The Non-Aligned Movement, which he headed along with other leaders like Yugoslav President Marshal Tito and President Nasser of Egypt, has grown into a powerful force, not only helping the freedom struggle of countries still groaning under the yoke of imperialism and racism, but also helping the newly liberated countries to strengthen their freedom against neo-colonialist exploitation and military attacks of imperialism. I am glad that the recent Ninth Non-Aligned Summit held in Belgrade has been a tremendous success in which our country’s Prime Minister Rajiv Gandhi played a significant role.

We are proud that our country has been playing an important role in the world arena since the days of Pandit Jawaharlal Nehru following his progressive foreign policy of world peace, friendship with the Soviet Union and other socialist countries and the newly liberated countries. Because of this, it has won the respect and love of peace-loving and anti-imperialist forces throughout the world.

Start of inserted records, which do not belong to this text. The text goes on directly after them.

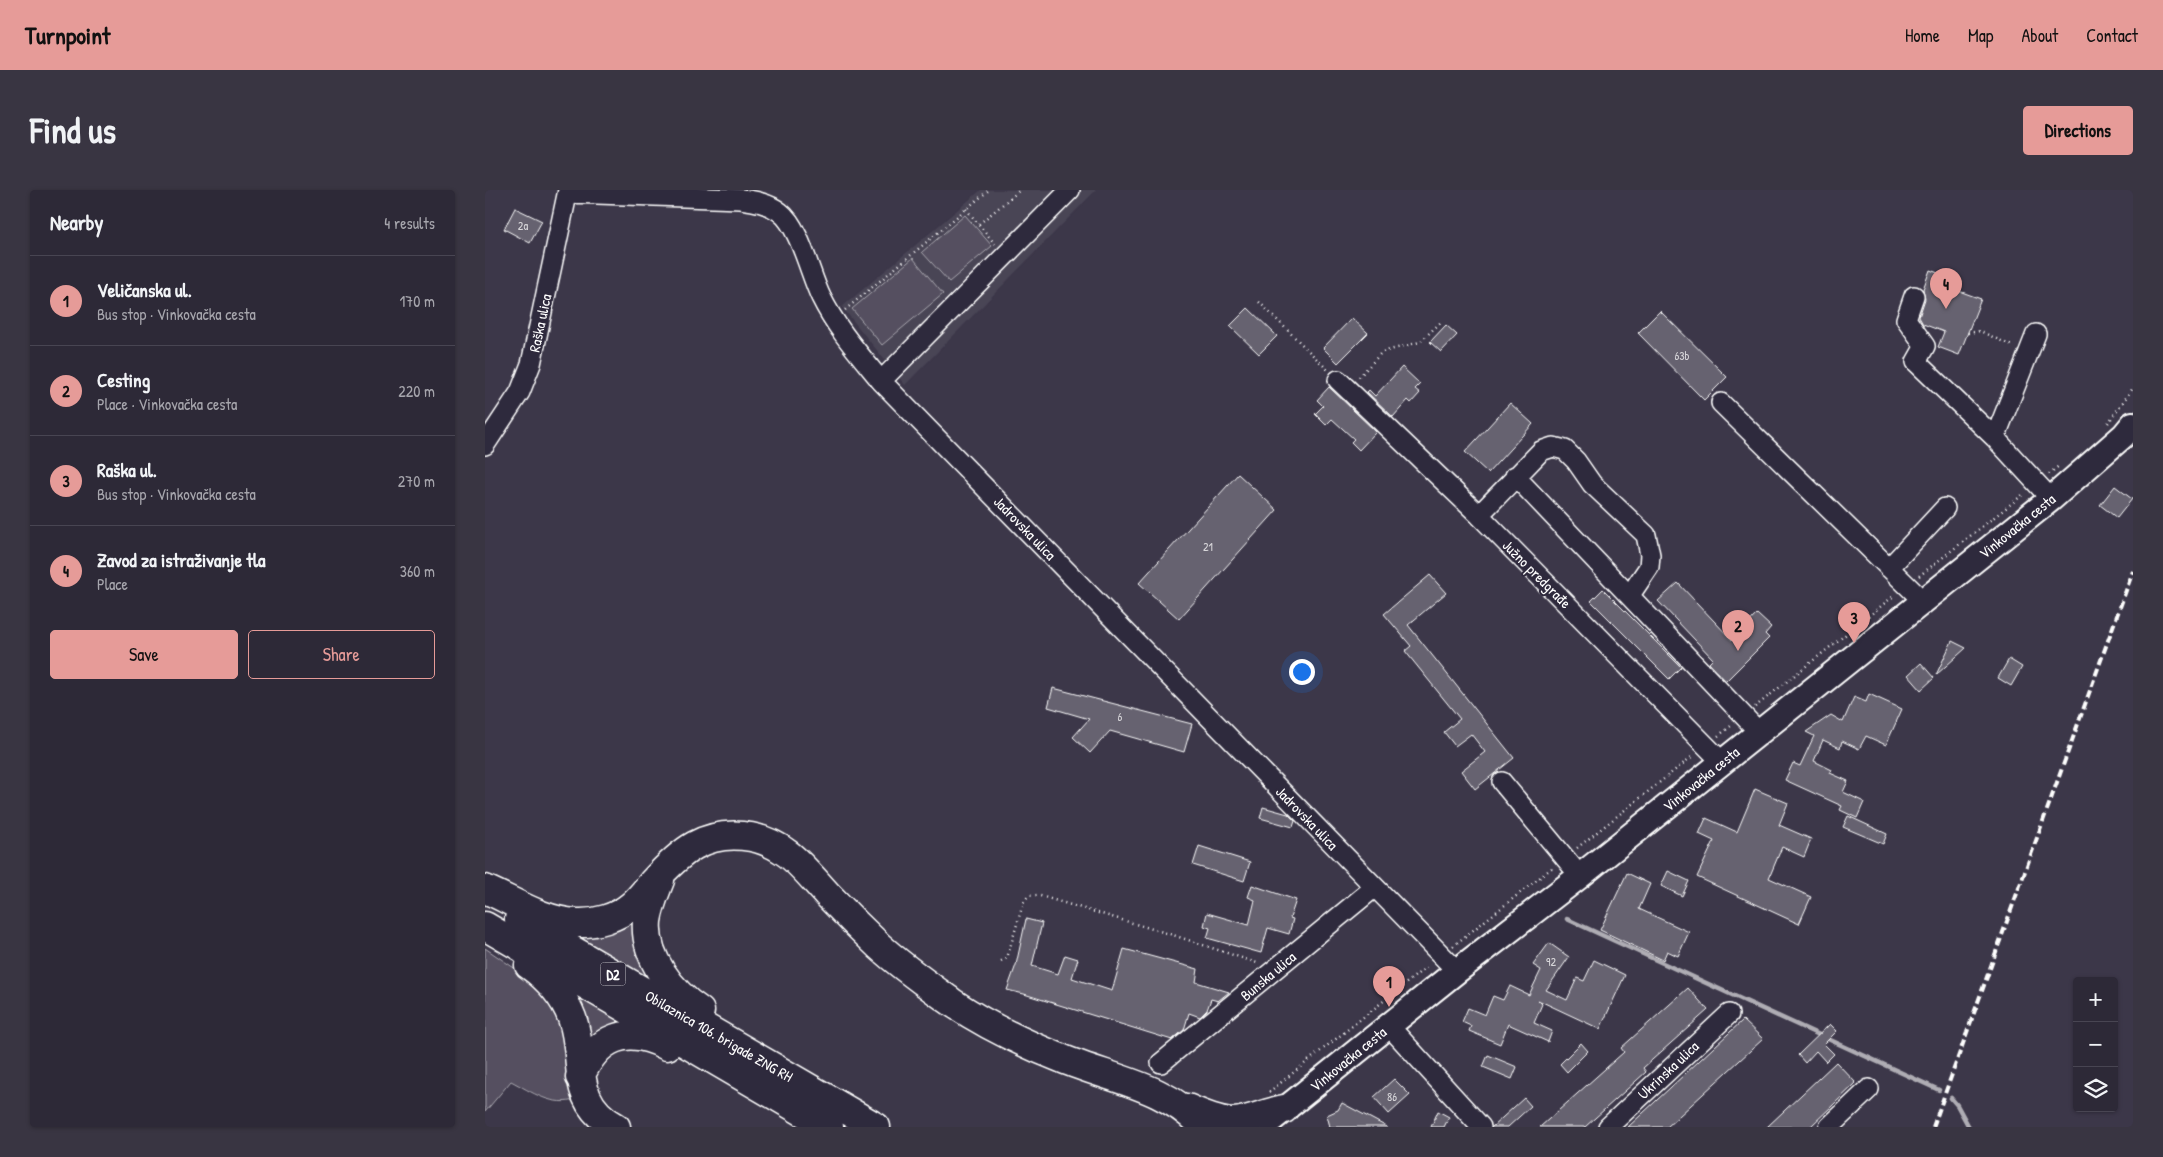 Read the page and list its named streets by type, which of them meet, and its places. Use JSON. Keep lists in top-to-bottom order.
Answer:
{
  "streets": {
    "highway": ["D2", "Obilaznica 106. brigade ZNG RH"],
    "main road": ["Vinkovačka cesta"],
    "street": [
      "Raška ulica",
      "Jadrovska ulica",
      "Južno predgrađe",
      "Bunska ulica",
      "Ukrinska ulica"
    ]
  },
  "crossings": [
    ["Raška ulica", "Jadrovska ulica"],
    ["Vinkovačka cesta", "Jadrovska ulica"],
    ["Vinkovačka cesta", "Južno predgrađe"],
    ["Jadrovska ulica", "Bunska ulica"]
  ],
  "house_numbers": [
    "2a",
    "63b",
    "21",
    "6",
    "92",
    "86"
  ],
  "page": {
    "header": "Turnpoint",
    "nav": [
      "Home",
      "Map",
      "About",
      "Contact"
    ],
    "buttons": [
      "Directions",
      ["Save", "Share"]
    ],
    "title": "Find us",
    "heading": ["Nearby", "4 results"],
    "list": [
      {
        "mark": "1",
        "name": "Veličanska ul.",
        "note": "Bus stop · Vinkovačka cesta",
        "value": "170 m"
      },
      {
        "mark": "2",
        "name": "Cesting",
        "note": "Place · Vinkovačka cesta",
        "value": "220 m"
      },
      {
        "mark": "3",
        "name": "Raška ul.",
        "note": "Bus stop · Vinkovačka cesta",
        "value": "270 m"
      },
      {
        "mark": "4",
        "name": "Zavod za istraživanje tla",
        "note": "Place",
        "value": "360 m"
      }
    ],
    "pins": [
      "4",
      "3",
      "2",
      "1"
    ],
    "map_buttons": ["+", "−"]
  }
} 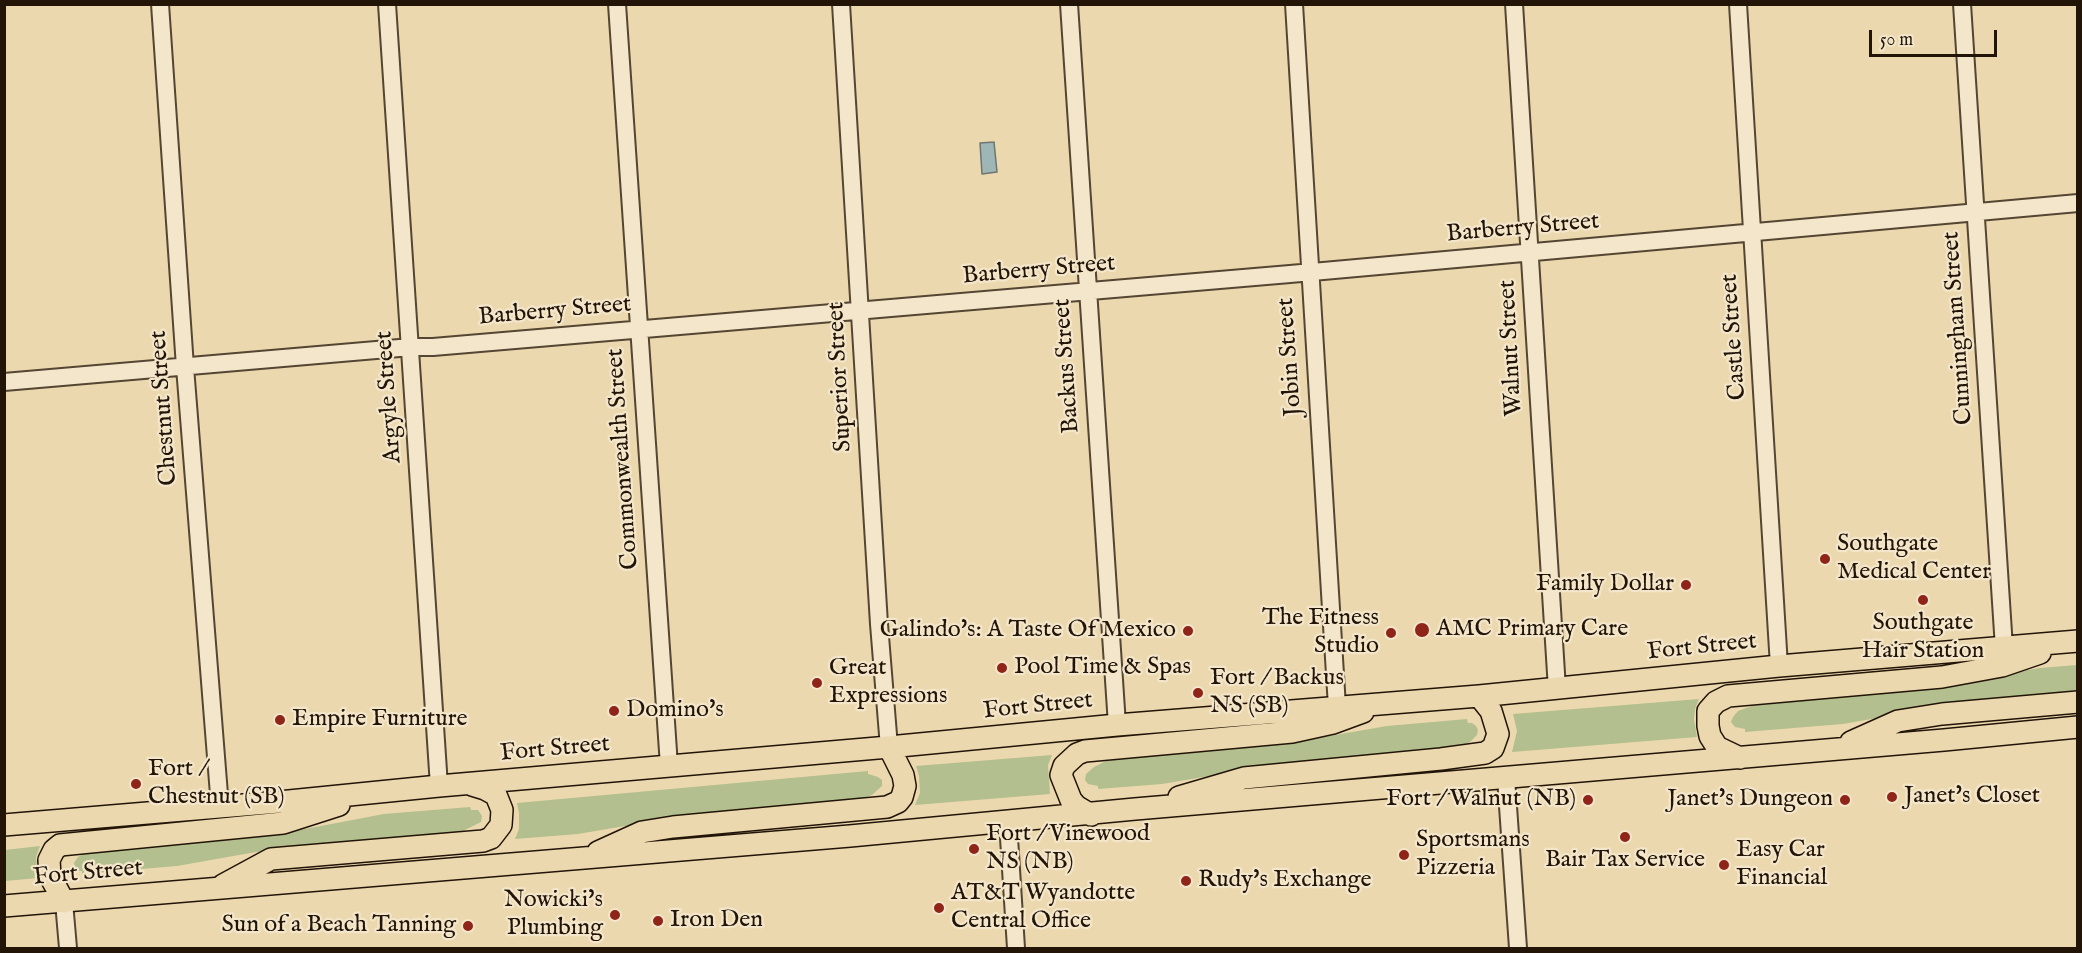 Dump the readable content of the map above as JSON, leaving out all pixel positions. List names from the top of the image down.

The main credit for the formulation of our country’s democratic Constitution and esta-blishing the democratic institutions, goes to Pandit Nehru. It is necessary to remind ourselves that in today’s conditions these democratic institutions are being eroded and democratic values are being trampled underfoot.

Pandit Nehru was not only secular to the core, but he also had these ideas incorporated in our country’s Constitution. The situation in our country is very frightening when the forces of communalism and fundamentalism of various hues have raised their ugly heads, fanning fratri-cidal conflict among the people and endangering the unity and integrity of our country. They are challenging the secular democratic set-up of our country through such slogans as “Hindu Rashtra” and “Khalistan”. Defence of the secular democratic set-up of our country is the best way of paying tribute to the memory of Pandit Jawaharlal Nehru today.

The relevance of Pandit Nehru’s signal service to our country and the world becomes all the greater today, when our country and the world are facing a serious situation.

I would like to end with one personal reminiscence. Pandit Nehru was broadminded. It was this which helped in resolving the Telangana armed struggle problem in 1952 when our comrades laid down their arms and the cases against them were withdrawn. 

[From Nehru: The Nation Remembers (Tributes from members of the National Committee for the Commemoration of the Jawaharlal Nehru Centenary that came out in 1989)]

The author, who is no more, was a prominent leader of the Telangana armed struggle and functioned as the CPI General Secretary for several years both before and after the split in the Indian communist movement.